The number of patients with positive tigers of antibodies to S. pneumoniae, causative agents of mumps, rubella and chickenpox after Ocurtus® for 2 years was generally similar to that at the baseline level.
Data on the effects of vaccination in patients receiving Ocrewus ® are not available. Before prescribing Ocrewus ® the doctor should examine the status of the patient's immunization. In the case of vaccination, it must be completed at least 6 weeks before the start of treatment with Ocrewus ®.
Malignization
The risk of malignancy may be increased with the use of Ocrewus ®. In controlled clinical trials, malignancy, including breast cancer, was more common in patients receiving Ocrewus® than in patients receiving interferon beta-1a or placebo (breast cancer diagnosed in 6/781 patients and 0/668 patients, respectively). Patients should follow standard guidelines for screening breast cancer.

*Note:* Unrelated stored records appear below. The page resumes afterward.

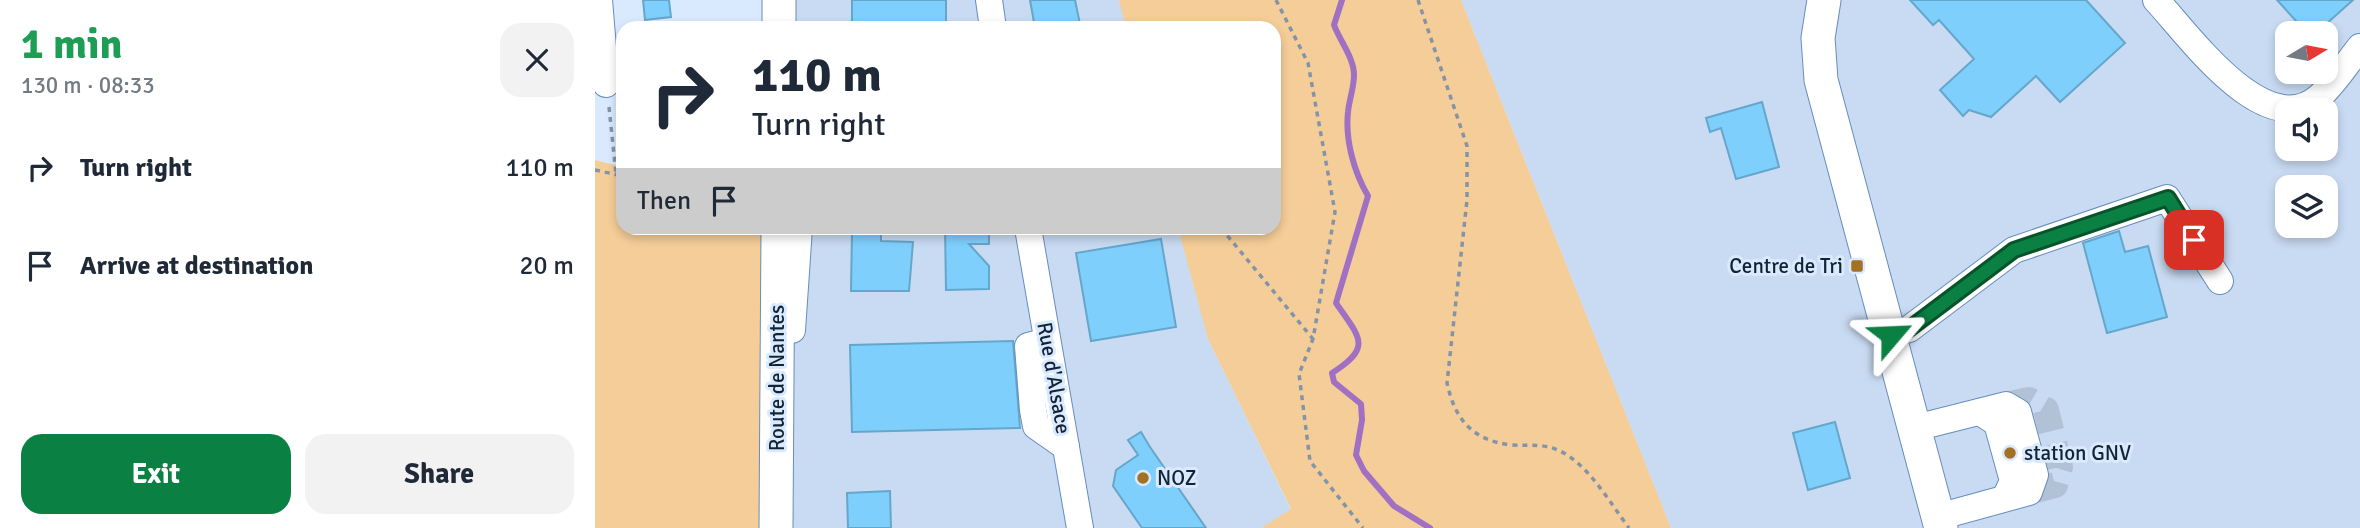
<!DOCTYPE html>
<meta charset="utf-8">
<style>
body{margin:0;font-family:Signika,sans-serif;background:#f2f2f3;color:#1f2937;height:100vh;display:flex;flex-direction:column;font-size:26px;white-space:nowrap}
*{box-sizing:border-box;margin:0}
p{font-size:23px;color:#747a83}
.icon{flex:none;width:38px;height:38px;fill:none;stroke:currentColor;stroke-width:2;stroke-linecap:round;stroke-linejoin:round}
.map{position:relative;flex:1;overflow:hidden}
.drawer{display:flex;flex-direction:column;background:#fff;width:595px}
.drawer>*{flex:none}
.guide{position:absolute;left:21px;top:21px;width:665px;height:214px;border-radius:21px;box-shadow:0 4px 10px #0003;background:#fff;color:#1f2937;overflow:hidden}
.needle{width:46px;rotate:80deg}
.buttons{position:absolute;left:1680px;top:21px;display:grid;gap:14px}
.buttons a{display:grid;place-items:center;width:63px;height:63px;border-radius:14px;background:#fff;box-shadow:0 4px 10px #0003;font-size:35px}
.pin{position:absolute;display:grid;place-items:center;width:60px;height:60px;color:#fff;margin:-30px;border-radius:14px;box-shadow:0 4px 10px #0006}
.me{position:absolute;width:77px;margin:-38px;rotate:64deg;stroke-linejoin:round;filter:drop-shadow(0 0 5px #0008)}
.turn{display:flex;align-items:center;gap:24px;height:147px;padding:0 21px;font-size:32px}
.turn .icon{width:91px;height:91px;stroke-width:2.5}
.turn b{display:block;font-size:49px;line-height:60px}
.then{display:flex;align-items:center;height:66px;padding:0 21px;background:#0003;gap:14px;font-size:26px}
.round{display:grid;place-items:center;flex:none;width:74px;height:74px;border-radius:21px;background:#f2f2f3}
.head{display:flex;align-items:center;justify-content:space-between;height:119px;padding:0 21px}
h1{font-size:42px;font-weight:700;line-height:52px;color:#1e9e55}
.primary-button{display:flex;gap:14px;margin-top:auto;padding:14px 21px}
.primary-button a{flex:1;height:80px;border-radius:21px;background:#0b8043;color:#fff;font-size:28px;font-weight:700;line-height:80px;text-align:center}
.primary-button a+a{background:#f2f2f3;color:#1f2937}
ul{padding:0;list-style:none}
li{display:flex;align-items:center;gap:21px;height:98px;padding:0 21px}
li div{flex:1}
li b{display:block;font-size:26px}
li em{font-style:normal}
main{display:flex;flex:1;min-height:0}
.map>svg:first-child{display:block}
.built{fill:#c8dbf2;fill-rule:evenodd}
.green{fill:#f5cd98}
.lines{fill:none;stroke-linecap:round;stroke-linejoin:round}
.stream{stroke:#a070c3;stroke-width:6}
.building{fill:#7fcffc;stroke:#65a6cb;stroke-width:2}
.minor-tunnel{stroke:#b1c2d7;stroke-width:26;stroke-dasharray:26 13;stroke-linecap:butt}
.minor-casing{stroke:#668dbd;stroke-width:28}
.major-casing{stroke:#668dbd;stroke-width:35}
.path{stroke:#8494a8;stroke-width:3.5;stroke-dasharray:5 5;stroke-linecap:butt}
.minor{stroke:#fff;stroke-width:26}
.major{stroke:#fff;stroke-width:33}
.route-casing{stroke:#07532c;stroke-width:18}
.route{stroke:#0b8043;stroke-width:12}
.poi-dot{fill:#a27126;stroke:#d9eaff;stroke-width:2.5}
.labels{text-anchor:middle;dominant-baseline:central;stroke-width:6;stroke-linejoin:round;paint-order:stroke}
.poi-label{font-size:21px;fill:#132336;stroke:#d9eaff;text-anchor:start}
.street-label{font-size:21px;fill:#132336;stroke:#d9eaff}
</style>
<main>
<section class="drawer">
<div class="head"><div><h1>1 min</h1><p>130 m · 08:33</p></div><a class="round"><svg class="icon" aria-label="close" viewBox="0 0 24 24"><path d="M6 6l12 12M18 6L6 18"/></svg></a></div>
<ul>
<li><svg class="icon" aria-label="right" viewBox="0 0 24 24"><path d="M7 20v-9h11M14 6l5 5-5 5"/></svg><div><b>Turn right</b></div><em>110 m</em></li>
<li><svg class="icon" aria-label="arrive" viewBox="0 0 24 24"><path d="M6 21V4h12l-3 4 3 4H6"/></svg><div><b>Arrive at destination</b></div><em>20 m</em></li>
</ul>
<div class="primary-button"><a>Exit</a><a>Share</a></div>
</section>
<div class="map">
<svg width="1765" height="528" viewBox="0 0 1765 528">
<rect width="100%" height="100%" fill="#d9eaff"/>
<g class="built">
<polygon points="194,0 525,0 532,28 194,28"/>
<path d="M866,0H1765V528H1076ZM1692,33H1731V72H1692ZM1692,110H1731V149H1692ZM1692,187H1731V226H1692Z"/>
<polygon points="170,228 584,228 613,339 696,510 666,528 172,528"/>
</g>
<g class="green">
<polygon points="524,0 866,0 1076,528 666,528 696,509 613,339 583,228 679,228 679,28 531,28"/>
<polygon points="0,160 28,167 28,228 170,228 172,528 0,528"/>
</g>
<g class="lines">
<path class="stream" d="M747,0L739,25C745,41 759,58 759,75C759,88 754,100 753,112C750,140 759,172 773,196L741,303C765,338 778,347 737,373L739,382L766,404L767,420L761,455L769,471L799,506L835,528"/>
</g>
<g class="building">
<polygon points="48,0 74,0 76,17 50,20"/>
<rect x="257" y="0" width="94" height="28"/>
<polygon points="435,0 480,0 485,24 440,28"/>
<polygon points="1315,0 1491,0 1530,43 1465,102 1441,76 1396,117 1374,110 1368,116 1345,90 1379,59 1344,20 1338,25"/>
<polygon points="1682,0 1758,0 1721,33 1712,33"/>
<polygon points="1167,102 1184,167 1141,179 1126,128 1115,132 1111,118"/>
<polygon points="350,228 394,228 394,244 374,244 394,266 394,289 351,290"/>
<polygon points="257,231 286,231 286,241 318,242 314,291 256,291"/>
<polygon points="1524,231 1530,252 1553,246 1572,317 1512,333 1488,243"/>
<polygon points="566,239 581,327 496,341 481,253"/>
<polygon points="418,341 425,428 257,432 255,345"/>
<polygon points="1240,422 1255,478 1213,490 1198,433"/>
<polygon points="546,432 555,447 611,528 547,528 518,486 521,470 543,455 533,440"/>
<polygon points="295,491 296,528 253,528 252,493"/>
</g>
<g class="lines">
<polyline class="minor-tunnel" points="1411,405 1434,400 1451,410 1465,467 1460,485 1434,492"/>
<g class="minor-casing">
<g id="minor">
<polyline points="4,0 11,84"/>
<polyline points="394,0 398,28"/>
<path d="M1561,0C1593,34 1670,144 1724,97C1739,84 1752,63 1765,47"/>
<polyline points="433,228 485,528"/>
<polyline points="197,330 204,228"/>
<polyline points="1296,335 1314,329 1419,250 1572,198 1625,281"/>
<polyline points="452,341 433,346 438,410 441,426 471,447"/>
<polyline points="1385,412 1402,423 1418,481 1410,498"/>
<polyline points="1320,428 1411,405 1423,412 1440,475 1434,492 1343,517"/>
</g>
</g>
<g class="major-casing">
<g id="major">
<polyline points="184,0 184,28"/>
<polyline points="1229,0 1223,38 1226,80 1346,528"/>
<polyline points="181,528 183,228"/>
</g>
</g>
<g class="path">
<polyline points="681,0 713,63 740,212 718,339 704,374 715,461 768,528"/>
<path d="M823,0L872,146V200L852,383C860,420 878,441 917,445C935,446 948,443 965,451C994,465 1015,503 1034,528"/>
<polyline points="14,107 21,174"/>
<polyline points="0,170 28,176"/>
<polyline points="626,228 718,339"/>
</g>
<use href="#minor" class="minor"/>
<use href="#major" class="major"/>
</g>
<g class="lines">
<g class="route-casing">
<polyline id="route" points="1296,335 1314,329 1419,250 1573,198 1599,240"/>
</g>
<use href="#route" class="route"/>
</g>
<g class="poi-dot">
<rect x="1255" y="259" width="14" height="14" rx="3.5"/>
<circle cx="1415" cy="453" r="7"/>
<circle cx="548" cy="478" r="7"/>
</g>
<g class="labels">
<g class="poi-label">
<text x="1248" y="266" text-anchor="end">Centre de Tri</text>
<text x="1429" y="453">station GNV</text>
<text x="562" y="478">NOZ</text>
</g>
<g class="street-label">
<text transform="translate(182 378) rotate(-90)">Route de Nantes</text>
<text transform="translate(459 378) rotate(80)">Rue d'Alsace</text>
</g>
</g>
</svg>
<div class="buttons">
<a><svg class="needle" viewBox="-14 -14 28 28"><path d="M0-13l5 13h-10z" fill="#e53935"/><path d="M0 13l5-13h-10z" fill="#747a83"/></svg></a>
<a><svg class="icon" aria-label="sound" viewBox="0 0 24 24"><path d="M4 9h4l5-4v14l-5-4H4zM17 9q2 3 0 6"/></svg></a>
<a><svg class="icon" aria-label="layers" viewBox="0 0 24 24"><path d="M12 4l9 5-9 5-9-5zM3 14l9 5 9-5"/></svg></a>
</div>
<div class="pin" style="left:1599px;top:240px;background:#d93025"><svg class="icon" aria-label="arrive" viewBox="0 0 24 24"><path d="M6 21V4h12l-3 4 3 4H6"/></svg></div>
<svg class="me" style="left:1296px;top:335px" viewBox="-20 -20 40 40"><path d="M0-17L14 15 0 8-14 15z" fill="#0b8043" stroke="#fff" stroke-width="4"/></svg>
<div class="guide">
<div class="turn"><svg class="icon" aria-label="right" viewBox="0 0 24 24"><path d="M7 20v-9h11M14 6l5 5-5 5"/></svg><div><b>110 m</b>Turn right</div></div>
<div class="then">Then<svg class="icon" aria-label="arrive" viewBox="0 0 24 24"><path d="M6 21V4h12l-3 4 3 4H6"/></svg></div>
</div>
</div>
</main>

Instructions for the destruction of an unused preparation or product with expired shelf life
The release of the drug Ocrewus® into the environment should be minimized. Do not dispose of the product with sewage or with household waste. Destruction of an unused preparation or product with expired shelf life should be carried out in accordance with the requirements of the medical institution.
The following points should be strictly observed regarding the use and disposal of syringes and other acute medical items:
- never reuse needles and syringes;
- all used needles and syringes should be placed in the sharps container (disposable container,resistant to piercing).